### What you need to do
Every line of the records that holds the word "strokeStyle" should be copied out.

### Record extracts
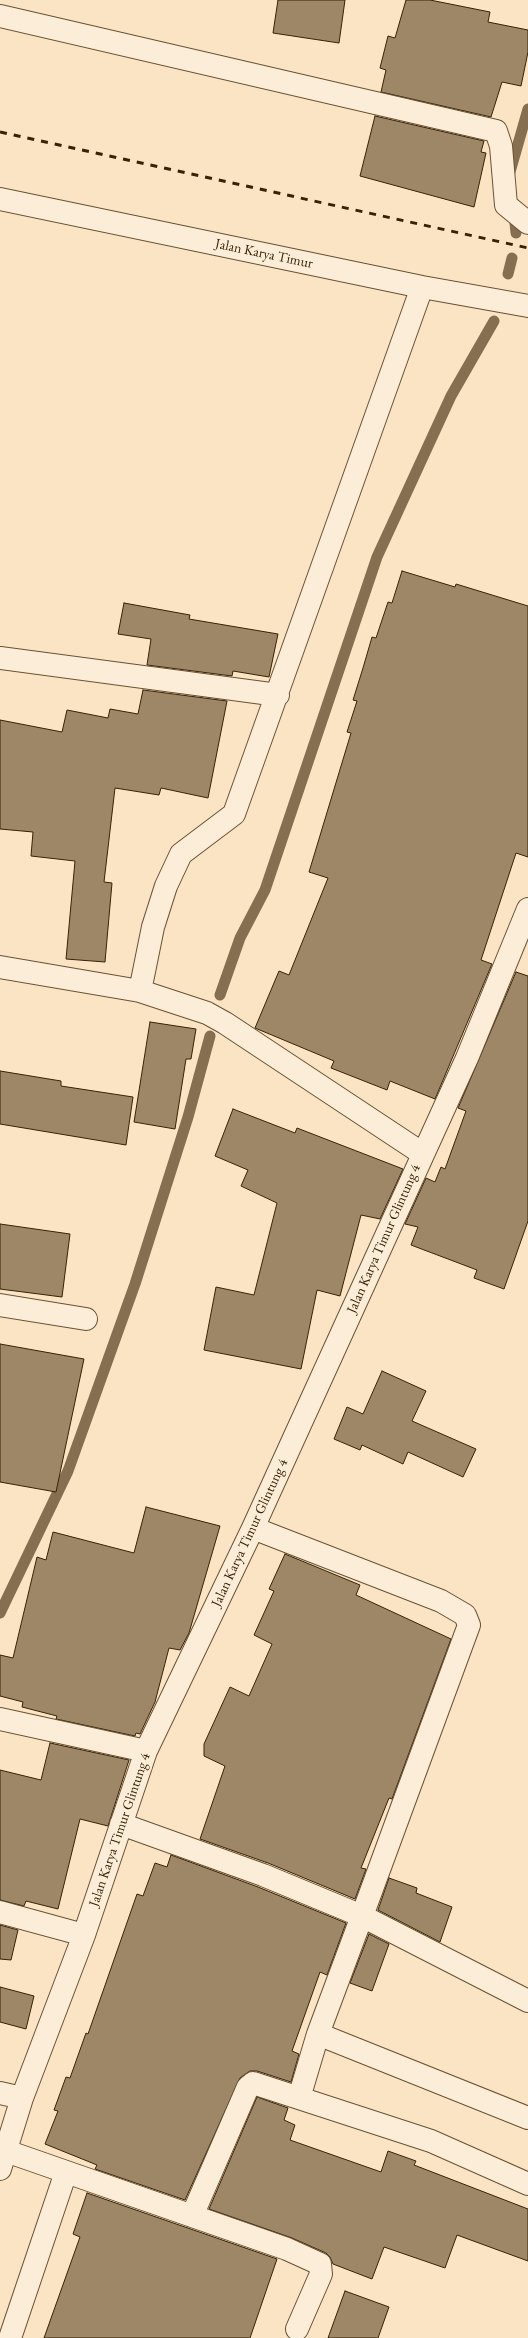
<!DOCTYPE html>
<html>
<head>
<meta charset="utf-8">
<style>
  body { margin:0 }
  canvas { display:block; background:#fbe4c3 }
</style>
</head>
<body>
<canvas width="528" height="2338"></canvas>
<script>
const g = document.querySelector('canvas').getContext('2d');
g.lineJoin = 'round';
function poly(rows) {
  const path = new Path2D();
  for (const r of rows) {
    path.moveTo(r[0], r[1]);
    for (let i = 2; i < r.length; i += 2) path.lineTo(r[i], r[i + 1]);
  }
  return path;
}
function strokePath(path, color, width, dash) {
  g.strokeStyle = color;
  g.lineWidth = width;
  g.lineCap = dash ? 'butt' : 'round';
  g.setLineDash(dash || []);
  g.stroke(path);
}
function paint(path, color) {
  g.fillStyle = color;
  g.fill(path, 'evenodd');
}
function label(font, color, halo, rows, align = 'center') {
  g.font = font + ' "EB Garamond",serif';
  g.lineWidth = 4;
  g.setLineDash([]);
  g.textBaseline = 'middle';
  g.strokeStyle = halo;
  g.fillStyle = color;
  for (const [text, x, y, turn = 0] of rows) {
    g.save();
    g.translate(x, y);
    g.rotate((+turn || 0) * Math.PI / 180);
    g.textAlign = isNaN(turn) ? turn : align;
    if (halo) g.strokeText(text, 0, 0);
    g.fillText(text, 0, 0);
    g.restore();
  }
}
strokePath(poly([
  [510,172,528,109],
  [514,213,516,233],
  [508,274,512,258],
  [220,995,240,938,265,890,377,557,451,396,494,321],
  [0,1613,68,1471,135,1284,188,1117,210,1036]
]), '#856f50', 11);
const building = poly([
  [278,0,345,0,339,43,273,33,278,0],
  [406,0,430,0,490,12,488,22,528,30,528,52,521,86,502,82,491,117,381,92,386,70,380,68,388,36,395,38,406,0],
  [375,116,484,141,481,152,486,153,474,207,360,176,375,116],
  [402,571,455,587,456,584,528,606,528,857,516,853,481,960,492,964,435,1099,390,1081,387,1090,331,1068,334,1061,255,1028,279,971,289,975,328,878,309,872,351,733,347,732,357,701,353,700,363,668,372,637,376,638,388,602,392,603,402,571],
  [124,603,190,615,189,619,278,634,269,677,233,671,232,676,147,665,151,639,118,634,124,603],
  [143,690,227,701,208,798,161,788,159,795,115,788,104,882,112,883,105,962,66,959,75,861,31,856,33,832,0,829,0,720,62,732,67,710,108,718,110,709,138,714,143,690],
  [516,972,528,976,528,1221,504,1289,474,1278,477,1270,411,1245,418,1227,405,1224,426,1178,435,1182,441,1167,445,1169,466,1111,458,1108,516,972],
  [150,1022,196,1029,191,1059,186,1059,175,1129,134,1122,150,1022],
  [0,1071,61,1081,61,1086,133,1097,126,1145,0,1124,0,1071],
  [233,1109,295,1133,297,1128,403,1169,380,1219,361,1215,340,1296,317,1290,301,1369,204,1350,216,1287,254,1295,277,1203,241,1186,248,1170,215,1156,233,1109],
  [0,1224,70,1234,62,1297,0,1289,0,1224],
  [0,1344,84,1359,56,1492,0,1482,0,1344],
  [382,1371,426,1391,412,1421,476,1449,463,1477,408,1452,403,1464,362,1445,360,1450,334,1439,347,1407,363,1414,382,1371],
  [146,1507,220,1526,189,1633,180,1650,169,1648,155,1702,140,1734,136,1733,135,1736,56,1719,57,1716,22,1707,23,1702,0,1696,0,1655,13,1658,37,1557,46,1560,53,1532,134,1553,146,1507],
  [285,1554,360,1585,356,1595,451,1639,392,1799,389,1798,361,1868,366,1869,355,1899,268,1863,200,1839,225,1766,204,1756,204,1744,230,1687,249,1696,272,1644,254,1635,274,1591,269,1589,285,1554],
  [50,1743,129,1760,108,1826,80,1819,58,1909,26,1901,24,1906,0,1900,0,1770,41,1780,50,1743],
  [171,1855,258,1887,346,1923,327,1975,320,1972,292,2051,299,2054,291,2082,257,2071,250,2071,240,2078,185,2200,95,2169,97,2165,45,2144,58,2111,54,2110,66,2077,70,2078,86,2033,88,2034,137,1894,143,1896,155,1863,167,1867,171,1855],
  [389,1878,417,1888,416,1893,452,1907,440,1942,378,1910,389,1878],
  [0,1925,18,1930,11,1960,0,1959,0,1925],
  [369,1934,389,1944,372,1991,350,1983,369,1934],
  [0,1987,34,1996,26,2029,0,2022,0,1987],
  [257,2097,288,2108,284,2120,295,2125,290,2140,381,2172,388,2151,416,2161,414,2165,528,2209,528,2261,457,2235,445,2268,384,2247,372,2279,333,2264,330,2257,326,2253,292,2238,209,2209,257,2097],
  [87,2193,277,2259,250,2338,44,2338,80,2237,73,2234,87,2193],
  [345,2291,389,2307,378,2338,328,2338,345,2291]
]);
paint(building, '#9d8767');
strokePath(building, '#382204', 1);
const minor = poly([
  [0,16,496,131,501,146,506,205,528,223],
  [0,199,422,287,528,306],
  [422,287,234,814,181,854,166,886,153,927,140,991,207,1013,225,1023,423,1154],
  [0,658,278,695],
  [0,967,140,991],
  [0,1305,86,1319],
  [253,1528,441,1601,465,1615,469,1625,362,1916,528,2001],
  [0,1719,146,1751],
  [121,1824,263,1875,362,1916,318,2034,299,2098,431,2141,528,2184],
  [0,1912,84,1935],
  [318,2034,528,2118],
  [0,2093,22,2098],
  [6,2151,287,2249,320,2264,321,2274,297,2329],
  [0,2169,22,2098,84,1935,146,1751,253,1528,467,1058,528,909],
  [192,2216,248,2087,253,2083,299,2098],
  [10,2338,66,2172]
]);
strokePath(minor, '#695234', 24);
strokePath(minor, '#fcedd8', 22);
strokePath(poly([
  [0,132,528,248]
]), '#382204', 3, [7, 7]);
label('14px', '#382204', '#fcedd8', [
  ["Jalan Karya Timur",264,254,12],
  ["Jalan Karya Timur Glintung 4",384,1239,-66],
  ["Jalan Karya Timur Glintung 4",250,1533,-65],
  ["Jalan Karya Timur Glintung 4",120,1830,-71]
]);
</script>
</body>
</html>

### Reply to the exercise
  g.strokeStyle = color;
  g.strokeStyle = halo;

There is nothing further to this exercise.